Alors je suis bien d’accord avec M. Pierre Lance pour souhaiter que « controverses et polémiques se déroulent avec mesure, dignité et constant souci des victimes potentielles ».
Mais où sont la « mesure », la « dignité » et le « souci des victimes » quand on fait croire à des populations fragiles qu’on va contrôler le virus d’Ebola avec du magnésium ? Est-ce finalement si éloigné du discours des laboratoires pharmaceutiques qui nous font croire qu’en prenant des statines on n’aura pas d’infarctus ?
Le chlorure de magnésium a peut-être des vertus que les autres sels de magnésium n'ont pas, mais il ne les a peut-être pas. Voilà tout ce que l'on peut dire aujourd'hui.

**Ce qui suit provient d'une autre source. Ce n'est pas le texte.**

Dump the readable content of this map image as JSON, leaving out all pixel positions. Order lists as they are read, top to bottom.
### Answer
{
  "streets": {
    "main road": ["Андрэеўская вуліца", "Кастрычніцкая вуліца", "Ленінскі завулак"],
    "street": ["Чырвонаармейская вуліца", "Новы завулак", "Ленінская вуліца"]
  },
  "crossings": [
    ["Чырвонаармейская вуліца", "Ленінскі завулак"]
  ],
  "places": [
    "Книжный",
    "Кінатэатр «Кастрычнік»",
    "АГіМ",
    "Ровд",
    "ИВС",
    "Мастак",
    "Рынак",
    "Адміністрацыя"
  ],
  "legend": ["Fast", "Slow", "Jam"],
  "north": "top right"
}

Dans sa première lettre, Pierre Lance parlait d'ailleurs « des puissants effets [du chlorure de magnésium] pour lutter contre la fièvre hémorragique causée par le virus Ebola ». Dans la seconde, il n’est plus question de « puissants effets », mais de « possibles bienfaits ».
Mon billet a peut-être servi à quelque chose, finalement.